Data for the task
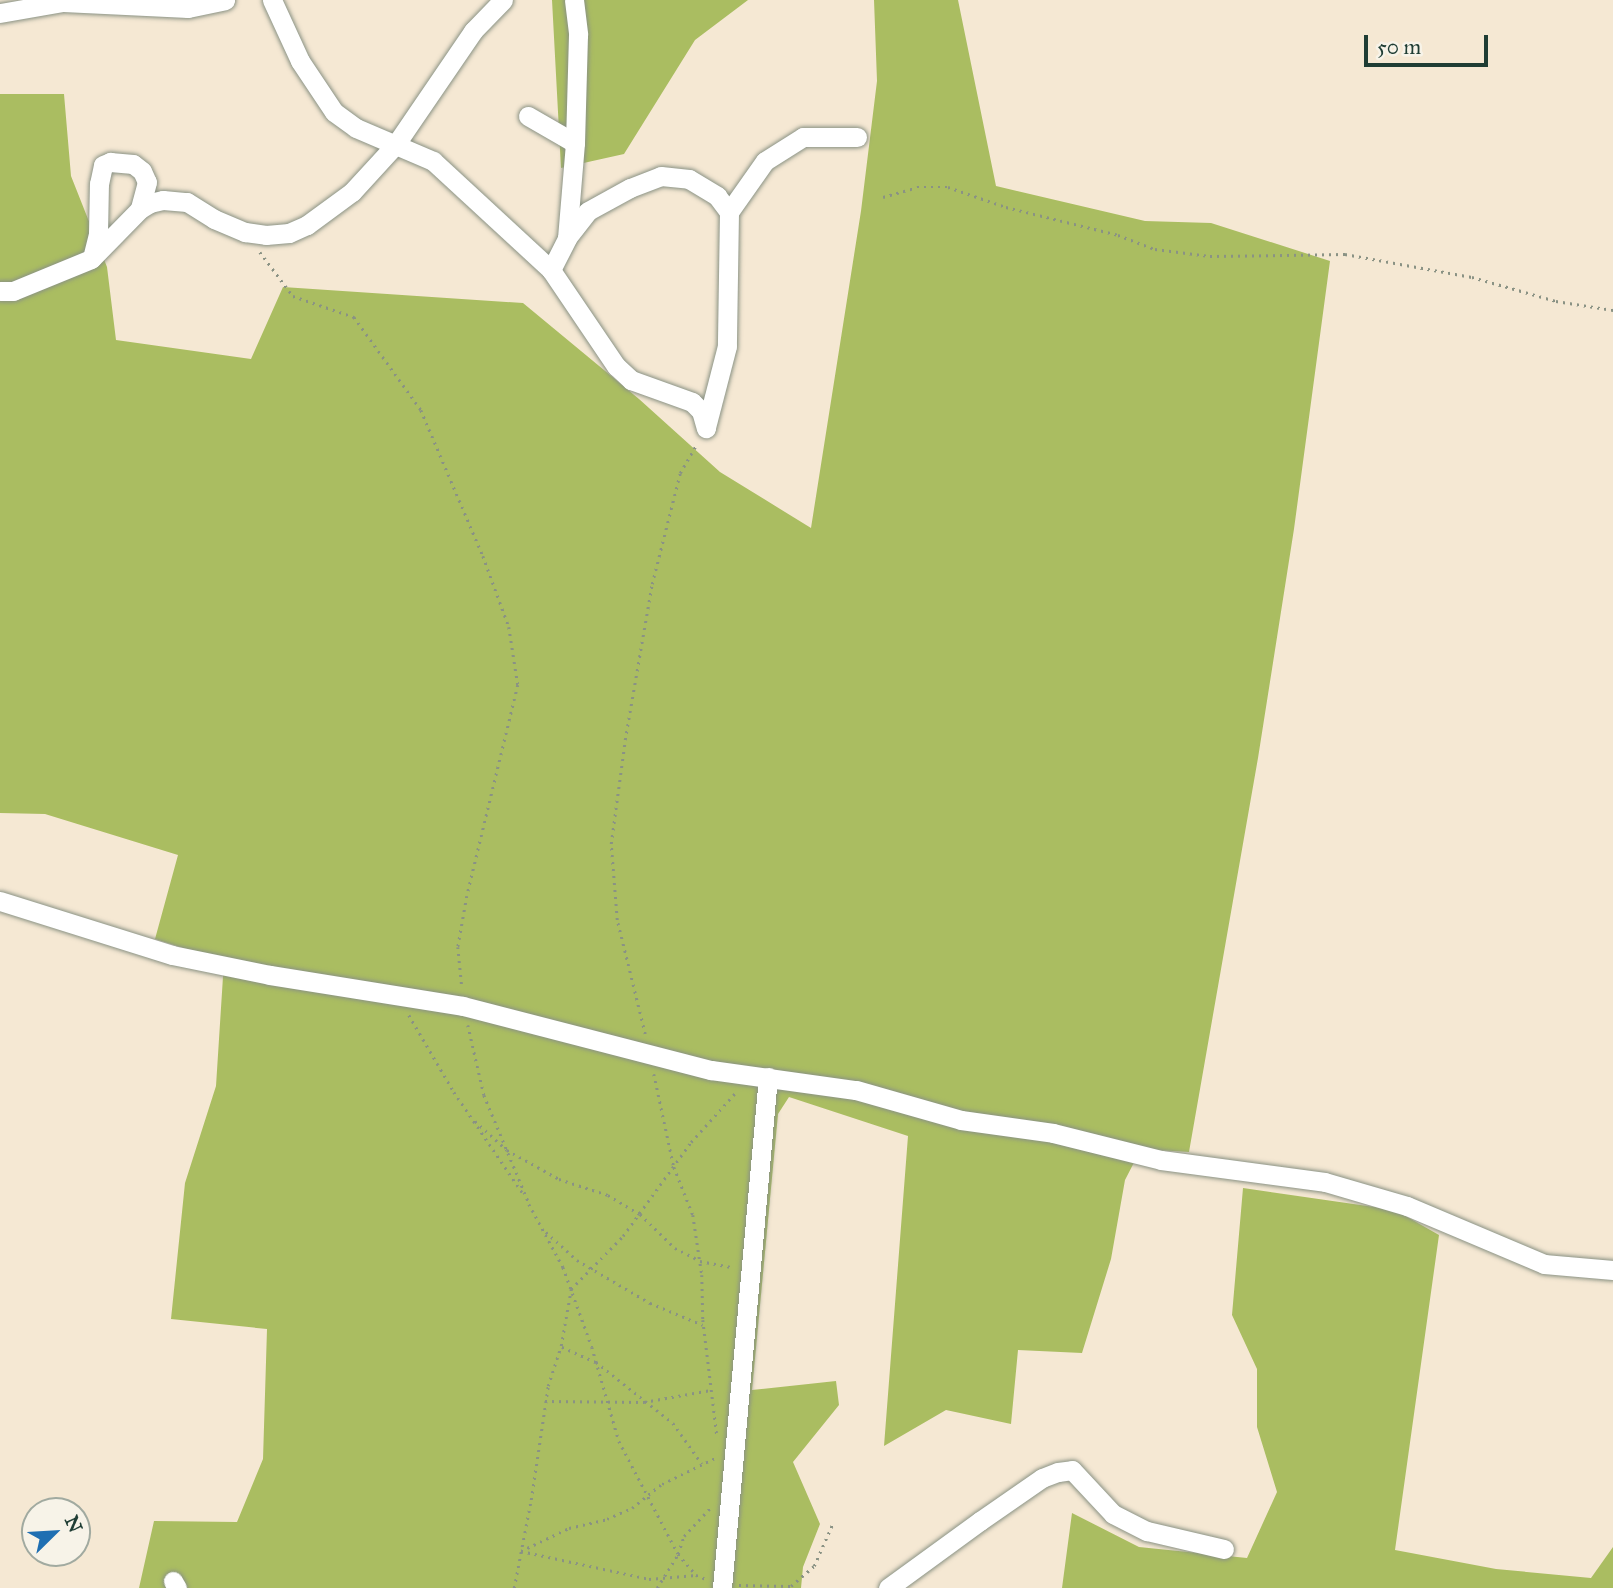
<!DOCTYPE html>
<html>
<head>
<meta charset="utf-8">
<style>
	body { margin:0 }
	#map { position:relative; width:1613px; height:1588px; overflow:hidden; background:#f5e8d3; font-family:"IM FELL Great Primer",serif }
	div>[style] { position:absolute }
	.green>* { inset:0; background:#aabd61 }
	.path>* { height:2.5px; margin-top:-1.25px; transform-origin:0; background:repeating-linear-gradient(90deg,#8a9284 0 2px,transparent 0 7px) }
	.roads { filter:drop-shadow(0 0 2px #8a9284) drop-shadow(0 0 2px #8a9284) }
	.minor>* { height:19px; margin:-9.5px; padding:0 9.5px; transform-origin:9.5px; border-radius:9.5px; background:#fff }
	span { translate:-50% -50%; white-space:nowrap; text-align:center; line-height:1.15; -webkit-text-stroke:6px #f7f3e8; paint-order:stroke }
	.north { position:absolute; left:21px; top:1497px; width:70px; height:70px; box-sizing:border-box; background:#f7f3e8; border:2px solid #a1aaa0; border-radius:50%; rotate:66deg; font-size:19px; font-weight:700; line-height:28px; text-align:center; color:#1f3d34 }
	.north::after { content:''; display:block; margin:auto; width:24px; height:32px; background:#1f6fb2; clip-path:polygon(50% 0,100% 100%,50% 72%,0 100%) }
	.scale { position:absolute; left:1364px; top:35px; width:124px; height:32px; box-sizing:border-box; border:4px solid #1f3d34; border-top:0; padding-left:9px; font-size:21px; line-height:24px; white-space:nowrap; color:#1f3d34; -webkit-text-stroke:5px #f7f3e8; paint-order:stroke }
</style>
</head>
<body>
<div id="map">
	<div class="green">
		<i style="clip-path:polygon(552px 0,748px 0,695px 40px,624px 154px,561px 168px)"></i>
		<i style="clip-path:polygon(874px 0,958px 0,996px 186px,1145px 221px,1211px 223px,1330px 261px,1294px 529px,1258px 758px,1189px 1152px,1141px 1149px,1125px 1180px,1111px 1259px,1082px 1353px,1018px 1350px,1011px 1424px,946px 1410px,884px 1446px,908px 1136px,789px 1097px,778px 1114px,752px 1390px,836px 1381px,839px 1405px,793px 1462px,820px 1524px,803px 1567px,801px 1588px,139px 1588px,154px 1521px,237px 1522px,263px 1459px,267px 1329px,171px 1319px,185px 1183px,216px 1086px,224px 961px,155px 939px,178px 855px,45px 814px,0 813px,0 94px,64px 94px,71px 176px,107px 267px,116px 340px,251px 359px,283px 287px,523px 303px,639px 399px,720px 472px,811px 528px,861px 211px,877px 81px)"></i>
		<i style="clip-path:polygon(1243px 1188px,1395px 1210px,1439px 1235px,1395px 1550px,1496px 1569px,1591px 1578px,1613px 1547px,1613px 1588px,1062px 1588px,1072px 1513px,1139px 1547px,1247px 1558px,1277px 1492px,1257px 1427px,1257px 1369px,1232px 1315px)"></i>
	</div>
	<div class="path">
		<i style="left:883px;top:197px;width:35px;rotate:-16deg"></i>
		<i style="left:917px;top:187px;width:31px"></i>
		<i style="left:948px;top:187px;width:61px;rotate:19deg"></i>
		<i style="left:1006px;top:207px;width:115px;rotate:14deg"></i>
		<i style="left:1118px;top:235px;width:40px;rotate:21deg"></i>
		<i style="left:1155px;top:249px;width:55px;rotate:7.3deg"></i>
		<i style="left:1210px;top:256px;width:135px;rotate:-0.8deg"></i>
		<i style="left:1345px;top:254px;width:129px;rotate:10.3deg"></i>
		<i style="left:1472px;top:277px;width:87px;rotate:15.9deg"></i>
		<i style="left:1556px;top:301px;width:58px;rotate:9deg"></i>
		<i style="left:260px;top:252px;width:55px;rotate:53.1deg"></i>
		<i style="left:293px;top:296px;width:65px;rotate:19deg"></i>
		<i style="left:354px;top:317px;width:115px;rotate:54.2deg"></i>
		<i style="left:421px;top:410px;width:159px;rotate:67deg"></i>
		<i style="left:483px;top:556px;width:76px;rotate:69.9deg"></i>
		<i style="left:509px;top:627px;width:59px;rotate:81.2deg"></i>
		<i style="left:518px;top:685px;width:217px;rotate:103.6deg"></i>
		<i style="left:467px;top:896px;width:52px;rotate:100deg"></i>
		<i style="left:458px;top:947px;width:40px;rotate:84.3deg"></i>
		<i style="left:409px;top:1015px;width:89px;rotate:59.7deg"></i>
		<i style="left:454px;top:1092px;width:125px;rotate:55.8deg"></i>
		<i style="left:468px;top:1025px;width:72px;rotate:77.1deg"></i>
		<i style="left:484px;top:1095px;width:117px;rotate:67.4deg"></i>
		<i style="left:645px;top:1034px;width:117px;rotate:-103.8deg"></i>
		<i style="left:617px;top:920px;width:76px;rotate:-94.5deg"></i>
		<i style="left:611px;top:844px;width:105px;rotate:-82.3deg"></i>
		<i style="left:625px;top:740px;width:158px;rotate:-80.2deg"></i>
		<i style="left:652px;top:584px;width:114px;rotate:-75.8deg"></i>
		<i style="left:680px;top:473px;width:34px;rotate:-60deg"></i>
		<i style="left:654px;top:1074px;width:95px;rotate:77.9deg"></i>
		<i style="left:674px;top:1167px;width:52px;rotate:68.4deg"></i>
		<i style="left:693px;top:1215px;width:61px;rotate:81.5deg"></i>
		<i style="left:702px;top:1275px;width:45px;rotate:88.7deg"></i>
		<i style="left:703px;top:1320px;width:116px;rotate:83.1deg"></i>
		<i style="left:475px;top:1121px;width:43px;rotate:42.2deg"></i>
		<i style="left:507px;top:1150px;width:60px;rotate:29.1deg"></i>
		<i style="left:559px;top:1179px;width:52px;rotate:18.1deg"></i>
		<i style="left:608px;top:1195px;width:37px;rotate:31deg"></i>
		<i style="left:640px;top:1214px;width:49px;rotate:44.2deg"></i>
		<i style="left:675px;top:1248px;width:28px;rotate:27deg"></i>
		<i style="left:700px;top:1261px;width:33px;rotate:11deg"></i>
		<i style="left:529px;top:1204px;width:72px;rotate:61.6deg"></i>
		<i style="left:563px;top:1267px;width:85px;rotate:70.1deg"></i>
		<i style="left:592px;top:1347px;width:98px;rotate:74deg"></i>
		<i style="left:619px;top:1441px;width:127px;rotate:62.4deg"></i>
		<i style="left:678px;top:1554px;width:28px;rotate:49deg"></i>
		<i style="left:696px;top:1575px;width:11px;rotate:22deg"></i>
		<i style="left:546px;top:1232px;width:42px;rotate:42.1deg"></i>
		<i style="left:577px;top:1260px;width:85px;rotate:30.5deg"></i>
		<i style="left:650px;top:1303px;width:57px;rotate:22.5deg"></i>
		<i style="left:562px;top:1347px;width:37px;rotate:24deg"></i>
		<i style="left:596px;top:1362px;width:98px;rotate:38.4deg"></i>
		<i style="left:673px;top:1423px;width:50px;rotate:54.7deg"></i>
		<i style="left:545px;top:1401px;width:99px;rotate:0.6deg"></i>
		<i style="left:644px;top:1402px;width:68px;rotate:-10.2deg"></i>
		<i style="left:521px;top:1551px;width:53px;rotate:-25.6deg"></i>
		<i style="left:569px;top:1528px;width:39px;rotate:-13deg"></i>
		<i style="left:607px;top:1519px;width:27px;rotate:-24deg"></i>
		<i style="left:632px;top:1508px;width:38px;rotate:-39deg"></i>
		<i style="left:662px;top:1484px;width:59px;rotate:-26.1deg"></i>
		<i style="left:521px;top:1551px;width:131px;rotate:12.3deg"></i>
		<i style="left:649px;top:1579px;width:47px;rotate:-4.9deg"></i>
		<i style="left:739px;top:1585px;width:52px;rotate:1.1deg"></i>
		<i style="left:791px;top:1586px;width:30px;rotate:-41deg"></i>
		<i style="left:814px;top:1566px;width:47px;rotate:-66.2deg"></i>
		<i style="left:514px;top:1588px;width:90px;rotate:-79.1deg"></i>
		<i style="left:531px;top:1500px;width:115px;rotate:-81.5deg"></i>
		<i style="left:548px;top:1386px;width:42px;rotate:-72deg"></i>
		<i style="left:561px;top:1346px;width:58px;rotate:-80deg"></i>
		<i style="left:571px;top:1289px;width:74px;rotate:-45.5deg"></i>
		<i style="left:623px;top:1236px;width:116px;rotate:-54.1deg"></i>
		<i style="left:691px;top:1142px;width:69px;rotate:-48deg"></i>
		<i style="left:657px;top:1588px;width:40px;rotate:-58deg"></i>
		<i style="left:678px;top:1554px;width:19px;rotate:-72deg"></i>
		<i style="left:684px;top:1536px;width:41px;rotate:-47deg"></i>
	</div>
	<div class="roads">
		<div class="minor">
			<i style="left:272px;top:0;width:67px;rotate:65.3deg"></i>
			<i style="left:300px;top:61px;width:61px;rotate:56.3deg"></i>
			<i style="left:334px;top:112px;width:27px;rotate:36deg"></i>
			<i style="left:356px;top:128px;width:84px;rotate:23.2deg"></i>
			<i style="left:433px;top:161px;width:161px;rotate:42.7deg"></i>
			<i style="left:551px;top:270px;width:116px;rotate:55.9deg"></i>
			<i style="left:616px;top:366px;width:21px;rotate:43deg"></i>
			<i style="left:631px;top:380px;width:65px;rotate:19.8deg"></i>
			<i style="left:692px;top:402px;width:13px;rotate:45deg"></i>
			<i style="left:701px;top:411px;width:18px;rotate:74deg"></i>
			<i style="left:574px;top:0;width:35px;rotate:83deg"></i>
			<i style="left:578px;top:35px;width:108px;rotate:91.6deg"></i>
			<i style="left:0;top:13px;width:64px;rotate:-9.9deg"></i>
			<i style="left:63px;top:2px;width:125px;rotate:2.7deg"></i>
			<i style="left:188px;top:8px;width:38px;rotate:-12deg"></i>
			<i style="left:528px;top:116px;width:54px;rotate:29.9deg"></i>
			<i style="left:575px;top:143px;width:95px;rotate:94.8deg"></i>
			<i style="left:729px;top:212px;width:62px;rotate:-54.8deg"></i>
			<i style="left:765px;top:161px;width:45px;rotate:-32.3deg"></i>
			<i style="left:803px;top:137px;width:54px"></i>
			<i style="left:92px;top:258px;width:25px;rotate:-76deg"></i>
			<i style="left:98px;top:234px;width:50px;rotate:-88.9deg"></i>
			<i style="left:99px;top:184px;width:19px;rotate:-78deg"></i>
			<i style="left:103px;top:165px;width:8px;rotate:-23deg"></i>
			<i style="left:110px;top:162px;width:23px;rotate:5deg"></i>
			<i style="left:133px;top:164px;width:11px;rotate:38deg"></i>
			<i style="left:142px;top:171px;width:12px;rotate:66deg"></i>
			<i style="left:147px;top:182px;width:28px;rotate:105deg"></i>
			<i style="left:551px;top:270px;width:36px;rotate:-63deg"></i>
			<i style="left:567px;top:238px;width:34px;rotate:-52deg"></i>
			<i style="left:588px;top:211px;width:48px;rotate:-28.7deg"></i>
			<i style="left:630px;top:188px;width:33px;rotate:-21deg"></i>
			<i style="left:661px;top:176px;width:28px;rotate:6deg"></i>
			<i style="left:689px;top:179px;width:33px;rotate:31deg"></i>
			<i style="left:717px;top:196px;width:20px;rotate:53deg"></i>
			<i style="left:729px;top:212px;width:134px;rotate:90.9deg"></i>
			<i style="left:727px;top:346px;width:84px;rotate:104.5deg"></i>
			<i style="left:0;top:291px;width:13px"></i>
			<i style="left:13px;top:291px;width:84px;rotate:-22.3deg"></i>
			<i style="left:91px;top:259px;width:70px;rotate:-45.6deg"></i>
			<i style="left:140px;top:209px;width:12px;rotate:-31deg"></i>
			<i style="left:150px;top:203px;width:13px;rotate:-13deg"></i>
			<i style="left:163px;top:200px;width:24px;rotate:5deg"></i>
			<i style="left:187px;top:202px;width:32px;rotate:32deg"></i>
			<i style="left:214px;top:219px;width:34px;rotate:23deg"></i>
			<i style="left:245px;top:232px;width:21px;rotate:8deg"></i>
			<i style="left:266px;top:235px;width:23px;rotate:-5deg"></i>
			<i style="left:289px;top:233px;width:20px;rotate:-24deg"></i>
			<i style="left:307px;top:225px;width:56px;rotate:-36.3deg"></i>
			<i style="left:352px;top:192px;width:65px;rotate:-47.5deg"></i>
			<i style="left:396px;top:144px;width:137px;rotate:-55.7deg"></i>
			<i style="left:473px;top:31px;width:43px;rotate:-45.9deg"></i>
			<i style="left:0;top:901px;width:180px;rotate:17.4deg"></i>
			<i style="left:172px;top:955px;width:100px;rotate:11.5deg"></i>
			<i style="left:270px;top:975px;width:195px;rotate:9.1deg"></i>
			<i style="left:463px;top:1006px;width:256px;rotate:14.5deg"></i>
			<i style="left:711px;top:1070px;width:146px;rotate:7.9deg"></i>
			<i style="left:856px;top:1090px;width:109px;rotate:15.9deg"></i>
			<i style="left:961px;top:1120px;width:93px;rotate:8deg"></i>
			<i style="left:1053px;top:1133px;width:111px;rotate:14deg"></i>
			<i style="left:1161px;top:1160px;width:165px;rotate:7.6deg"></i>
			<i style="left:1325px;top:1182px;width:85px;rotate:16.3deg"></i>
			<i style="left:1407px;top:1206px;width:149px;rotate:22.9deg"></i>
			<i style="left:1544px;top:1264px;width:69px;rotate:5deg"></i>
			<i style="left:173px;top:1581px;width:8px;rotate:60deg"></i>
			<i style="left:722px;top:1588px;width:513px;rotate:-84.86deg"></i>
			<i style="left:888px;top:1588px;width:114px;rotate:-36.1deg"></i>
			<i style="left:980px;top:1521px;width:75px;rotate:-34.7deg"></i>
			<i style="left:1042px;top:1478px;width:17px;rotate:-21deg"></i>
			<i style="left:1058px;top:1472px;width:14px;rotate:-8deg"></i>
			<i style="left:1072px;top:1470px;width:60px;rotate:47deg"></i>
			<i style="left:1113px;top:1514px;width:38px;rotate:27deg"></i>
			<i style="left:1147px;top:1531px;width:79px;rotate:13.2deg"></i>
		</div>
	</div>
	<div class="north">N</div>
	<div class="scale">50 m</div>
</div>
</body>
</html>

Task directions
All that is wanted is an exact copy of the lines above from the one with "filter:drop-shadow(0 0 2px" through the one with "translate:-50% -50%; white-space:nowrap;", with both ends included.

Task result
	.roads { filter:drop-shadow(0 0 2px #8a9284) drop-shadow(0 0 2px #8a9284) }
	.minor>* { height:19px; margin:-9.5px; padding:0 9.5px; transform-origin:9.5px; border-radius:9.5px; background:#fff }
	span { translate:-50% -50%; white-space:nowrap; text-align:center; line-height:1.15; -webkit-text-stroke:6px #f7f3e8; paint-order:stroke }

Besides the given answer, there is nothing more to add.